@ggarzaIt took longer than expected, but in FME 2019.1, SQL Server (JDBC) Spatial reading is 3x faster than before (when reading single points).I'd be interested in hearing your "real world" results if you get the chance to report back.
Thank you for the feedback!
Thanks for the extra details!We will improve for FME 2019.0, and see if a 2018.x backport makes sense as well.
@ravenkopelman,here are the answers to your questions:
Yes, I can elaborate.The workspace reads 4 different feature types from a SQL Server 2016 database, passes the data through an AttributeManager (to set attribute) and TestFilter (to split data stream), and outputs to a FGDB Open API writer with 4 feature types.
1.Besides the geometry spatial type, the other types are varchar, int, float, and datetime2.There are no more than 35 attributes in each table.The varchar fields have lengths less than 15 characters.
2.No, a non-spatial table does not have the same problem.I did some further testing using the same tables with only the geometry column removed, and the same data output in one minute flat.空间部分似乎是问题.
3.They are close.They are virtual machines on the same subnet.
Thank you for the (surprising and disappointing) feedback@ggarza。
Can you elaborate on your situation so that we can do comparable experiments?
If we can reproduce this we will make it faster.
Hi@ravenkopelman。Unfortunately, the JDBC SQL Server读者空间is still slow in FME 2018.1.I am running a simple workbench reading from a SQL Server database into an ESRI File Geodatabase (File GDB Open API Writer).The JDBC reader workbench took 20 min to output 175k records.当我换成普通的SQL Server空间阅读器的读者,花了不到2分钟。我知道这个线程是对作家,但我想确保你都知道对读者也是如此。
Thanks for including my case, it will be great to be updated when you get performance improvments.
Thanks for the feedback, I will await the changes in 2018.
Will look at work arounds for now.Using FME Cloud limits us to JDBC only unfortunately.

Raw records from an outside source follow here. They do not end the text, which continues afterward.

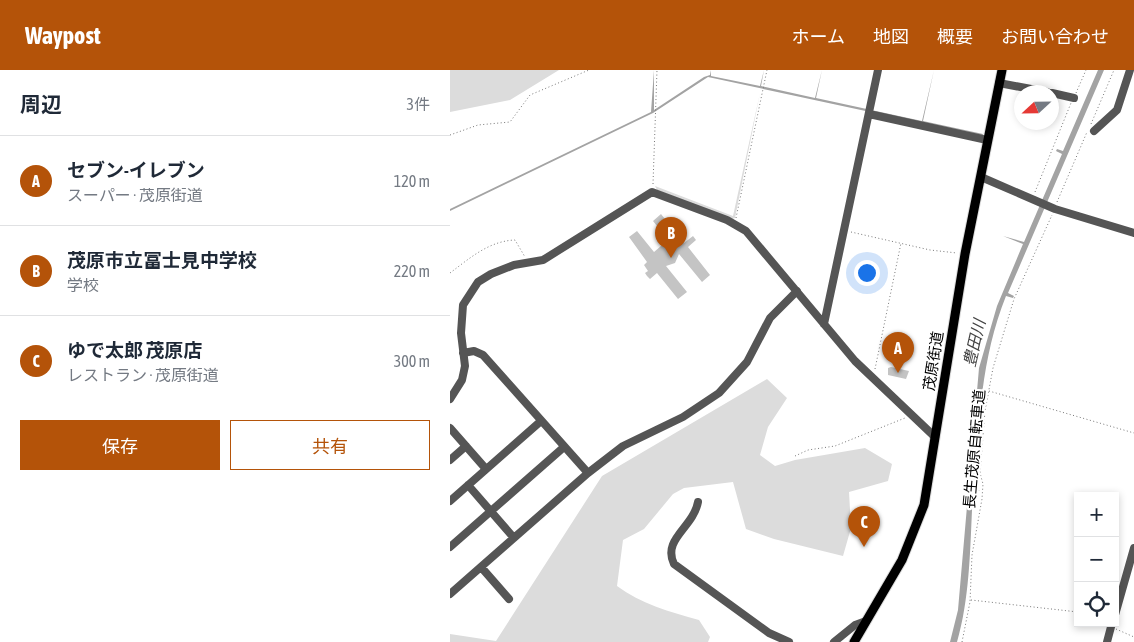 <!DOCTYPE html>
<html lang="ja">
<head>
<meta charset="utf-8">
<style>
  body { margin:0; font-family:"Asap Condensed","Noto Sans JP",sans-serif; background:#f6f6f7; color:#1f2937 }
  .controls { position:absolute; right:15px; bottom:15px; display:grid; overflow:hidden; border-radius:0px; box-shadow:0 2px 8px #0003 }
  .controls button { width:45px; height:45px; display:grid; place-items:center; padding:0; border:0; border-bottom:1px solid #e0e1e3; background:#fff; color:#1f2937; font:25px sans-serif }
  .compass { position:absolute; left:564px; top:15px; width:45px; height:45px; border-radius:50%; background:#fff; box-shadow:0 2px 8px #0003; rotate:248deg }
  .you { position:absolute; left:416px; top:202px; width:18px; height:18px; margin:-12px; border:4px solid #fff; border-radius:50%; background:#1a73e8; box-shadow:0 0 0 8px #1a73e833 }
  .badge { display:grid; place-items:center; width:32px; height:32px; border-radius:50%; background:#b45309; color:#fff; font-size:16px; font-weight:700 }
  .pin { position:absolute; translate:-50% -41px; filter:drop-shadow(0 1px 2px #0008) }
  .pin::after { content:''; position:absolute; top:26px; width:18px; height:15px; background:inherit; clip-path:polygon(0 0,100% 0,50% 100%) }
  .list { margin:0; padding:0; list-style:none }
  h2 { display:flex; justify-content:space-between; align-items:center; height:65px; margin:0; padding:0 20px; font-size:21px }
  h2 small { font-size:16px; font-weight:400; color:#747a83 }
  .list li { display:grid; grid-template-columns:32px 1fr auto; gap:15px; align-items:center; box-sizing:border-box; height:90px; padding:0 20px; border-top:1px solid #e0e1e3 }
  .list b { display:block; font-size:19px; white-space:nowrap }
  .list p { margin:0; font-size:16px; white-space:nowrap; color:#747a83 }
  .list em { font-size:16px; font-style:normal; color:#747a83 }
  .actions { display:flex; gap:10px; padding:15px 20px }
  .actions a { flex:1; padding:11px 0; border:1px solid #b45309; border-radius:0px; text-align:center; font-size:18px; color:#b45309 }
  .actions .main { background:#b45309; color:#fff }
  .icon { flex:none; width:28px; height:28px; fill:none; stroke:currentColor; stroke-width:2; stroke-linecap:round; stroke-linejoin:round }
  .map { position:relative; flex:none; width:684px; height:572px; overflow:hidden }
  header { display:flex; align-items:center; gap:30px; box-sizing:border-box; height:70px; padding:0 25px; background:#b45309; color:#fff }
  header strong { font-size:24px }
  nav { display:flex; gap:28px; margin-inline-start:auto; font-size:18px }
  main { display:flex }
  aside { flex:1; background:#fff }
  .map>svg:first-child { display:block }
</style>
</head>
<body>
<header>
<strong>Waypost</strong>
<nav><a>ホーム</a><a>地図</a><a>概要</a><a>お問い合わせ</a></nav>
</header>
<main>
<aside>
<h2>周辺<small>3件</small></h2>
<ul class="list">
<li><span class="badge">A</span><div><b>セブン-イレブン</b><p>スーパー · 茂原街道</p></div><em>120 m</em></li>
<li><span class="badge">B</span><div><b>茂原市立冨士見中学校</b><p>学校</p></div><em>220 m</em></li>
<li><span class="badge">C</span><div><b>ゆで太郎 茂原店</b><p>レストラン · 茂原街道</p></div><em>300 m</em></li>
</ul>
<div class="actions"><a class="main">保存</a><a>共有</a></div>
</aside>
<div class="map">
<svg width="684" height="572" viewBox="0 0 684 572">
  <rect width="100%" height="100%" fill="#fff"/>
  <path fill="#dcdcdc" d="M0,0H109L60,30L0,42Z
    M310,23L285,148L282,149L207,120L205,116L283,146Z
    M317,309L337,328L318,357L310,385L325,396L345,390L415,378L442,394L438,411L399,422L401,458L393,486L324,469L296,459L283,412L234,418L223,424L194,459L173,470L167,516C191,534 220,542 249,550L260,567L258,572H0V564L46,571L152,406Z"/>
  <path fill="#a3a3a3" d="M204,0V40L254,7L260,5L261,0V6L310,16L314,0L311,16L365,28L372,0L366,28L472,51L484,0L473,51L533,64L532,66L258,7L203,43L0,141V139L201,42Z
    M648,0H654L558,223L564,226L563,228L556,226C531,288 529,353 524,418L530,421H523C520,470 521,524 507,572H500L508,540L529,298L547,236L573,174L553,166L574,172L612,84L606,81L607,79L613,81Z"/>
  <path fill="#c4c4c4" d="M211,144L234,173L243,166L246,170L238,177L260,205L252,212L229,184L225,193L216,196L237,222L228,229L207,203L200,209L197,206L195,203L198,201L194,195L197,192L179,167L187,161L204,182L218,170L203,151Z
    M441,297L459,301L456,309L438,305V298Z"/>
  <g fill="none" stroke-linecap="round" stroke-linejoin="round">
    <defs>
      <path id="major" d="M404,572L452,490L474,435L515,184L552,0"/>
    </defs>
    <use href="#major" stroke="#dbdbdb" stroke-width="11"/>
    <path stroke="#777" stroke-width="1" stroke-dasharray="1 2.5" stroke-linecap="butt" d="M626,23L636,0
      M641,54L664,0
      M0,65L28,55L60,52L80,25L139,0
      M203,114L207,0
      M585,122L621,33
      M607,132L637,62
      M286,148L317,0
      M401,162L480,180L507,183
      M0,203C20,188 39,171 65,170L75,187
      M425,299L451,173
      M539,321L684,363
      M345,386L358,380L385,376L455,348
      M521,530L628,542
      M666,559L684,567
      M512,572L520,532L522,485L532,429L533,414L530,403L535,341L543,298L564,229L602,145"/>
    <path stroke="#555" stroke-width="8" d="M549,13L597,22
      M602,23L624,28
      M419,44L537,70
      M644,61L667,40L680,0
      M531,107L605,139L684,163
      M374,254L428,0
      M13,283L24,281L33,285L138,403
      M0,329L12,310L15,296L11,263L13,235L28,212L41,204L64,195L93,190L202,122L277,150L296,161L405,291L485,367
      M0,358L36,399
      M0,390L16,376
      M18,415L64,468
      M0,431L91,351
      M248,432C243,458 212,469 224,494L319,563L339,572
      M0,477L114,377
      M31,497L59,529
      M0,524L138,403L173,376L233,347L269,323L297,292L320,248L347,221
      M665,545L684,478
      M384,572L405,555L416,551
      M657,572L662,553"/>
    <use href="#major" stroke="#000" stroke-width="9"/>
  </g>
  <g text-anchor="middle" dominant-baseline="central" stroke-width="4.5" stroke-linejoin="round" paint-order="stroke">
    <g font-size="15" fill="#000" stroke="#fff">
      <text transform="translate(483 291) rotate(-81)">茂原街道</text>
      <text transform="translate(524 379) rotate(-85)">長生茂原自転車道</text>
    </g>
    <g font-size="16" font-style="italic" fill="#444" stroke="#fff">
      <text transform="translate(524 273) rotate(-77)">豊田川</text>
    </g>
  </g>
</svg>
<div class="controls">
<button>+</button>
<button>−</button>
<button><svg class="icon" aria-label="locate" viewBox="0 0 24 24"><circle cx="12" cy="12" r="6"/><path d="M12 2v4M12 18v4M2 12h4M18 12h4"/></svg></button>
</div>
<svg class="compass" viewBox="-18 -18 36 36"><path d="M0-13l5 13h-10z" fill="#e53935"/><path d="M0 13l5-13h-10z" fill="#747a83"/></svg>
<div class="you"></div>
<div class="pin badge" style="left:448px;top:303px">A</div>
<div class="pin badge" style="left:221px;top:188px">B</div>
<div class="pin badge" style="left:414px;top:477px">C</div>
</div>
</main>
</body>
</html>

we are sorry that for this limitation.As@ravenkopelmanalready mentioned, improvements regarding this are on our roadmap!I created a support case on your behalf to make sure you'll be kept up to up to date regarding this.
Thanks
Hi Oliver, this大多comes down to the use (or lack thereof) of bulk interfaces for writing data to SQL Server.We have tentatively scheduled this for improvement in FME 2018.1*;if you want your vote formally counted please create a support ticket and reference PR#61819.Regardless I will try to remember to post an update here when the work is complete.
Thank you for your feedback.
* Our previous goal of 2018.0 had to be revised while we wait for Microsoft to upgrade their bulk loading driver to support spatial columns.